886. Reflections on a Monday Night

37 yrs and I’ve learned something new each one. This year’s lesson is about impressions. See, they change very quickly. People expect a lot of you and then the see how you handle it and they, sometimes, expect far less. How you respond to the decreased pressure says everything about your ability to lead and be successful.

The only problem is I haven’t organized my response to the situation. Not yet. I’m slogging along, trying to assemble the various threads of important activity and doing all of it during business hours and, when possible, between 9 and 2 AM. This of course is unhealthy, because it pares back the couple time I have with my wife to nothing and my time to pursue personal writing to far below nothing.

How do I reconcile this? I am not really sure about that part yet. You’d think after 37 yrs I would have found a way to recognize how my life works on a daily basis and make space for all of the parts of life and forms of happiness I think I need. Sadly, no such luck.

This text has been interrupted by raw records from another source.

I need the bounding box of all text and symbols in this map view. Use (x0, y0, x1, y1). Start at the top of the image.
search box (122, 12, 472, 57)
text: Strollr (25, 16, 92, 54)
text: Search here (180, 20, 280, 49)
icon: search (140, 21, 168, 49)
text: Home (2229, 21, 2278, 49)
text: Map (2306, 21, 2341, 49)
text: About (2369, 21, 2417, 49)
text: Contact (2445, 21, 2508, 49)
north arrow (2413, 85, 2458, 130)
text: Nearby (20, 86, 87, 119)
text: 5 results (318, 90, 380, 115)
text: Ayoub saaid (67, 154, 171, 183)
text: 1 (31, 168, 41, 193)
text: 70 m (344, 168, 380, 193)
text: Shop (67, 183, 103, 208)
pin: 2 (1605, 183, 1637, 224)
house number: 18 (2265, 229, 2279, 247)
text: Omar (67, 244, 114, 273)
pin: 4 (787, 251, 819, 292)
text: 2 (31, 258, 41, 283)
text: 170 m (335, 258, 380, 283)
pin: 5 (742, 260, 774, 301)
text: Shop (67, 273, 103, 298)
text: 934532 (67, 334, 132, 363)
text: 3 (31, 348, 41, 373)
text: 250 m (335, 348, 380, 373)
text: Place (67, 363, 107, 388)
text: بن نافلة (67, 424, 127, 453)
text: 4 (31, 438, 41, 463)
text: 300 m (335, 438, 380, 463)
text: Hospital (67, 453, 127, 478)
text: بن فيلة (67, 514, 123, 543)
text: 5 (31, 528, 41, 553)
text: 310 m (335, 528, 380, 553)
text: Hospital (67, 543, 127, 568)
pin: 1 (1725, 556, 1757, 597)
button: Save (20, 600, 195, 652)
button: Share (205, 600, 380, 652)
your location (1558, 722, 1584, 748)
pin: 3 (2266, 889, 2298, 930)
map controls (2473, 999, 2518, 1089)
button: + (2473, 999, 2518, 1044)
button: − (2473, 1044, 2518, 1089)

Instead I slip away to the worlds displayed on my TV and live vicariously through the wonderful characters portrayed on screen. TV is a wonderful escape, and everyone needs one. The problem lives in not having the time to escape and to dwell in the now. Or at least in not being able to calculate the time to do both.

 

Some Thoughts:

  1. I have lost every fantasy football match up this season. I am hardly a threat to make the playoffs, which mean $100 gone. Where the f–k did I spend it?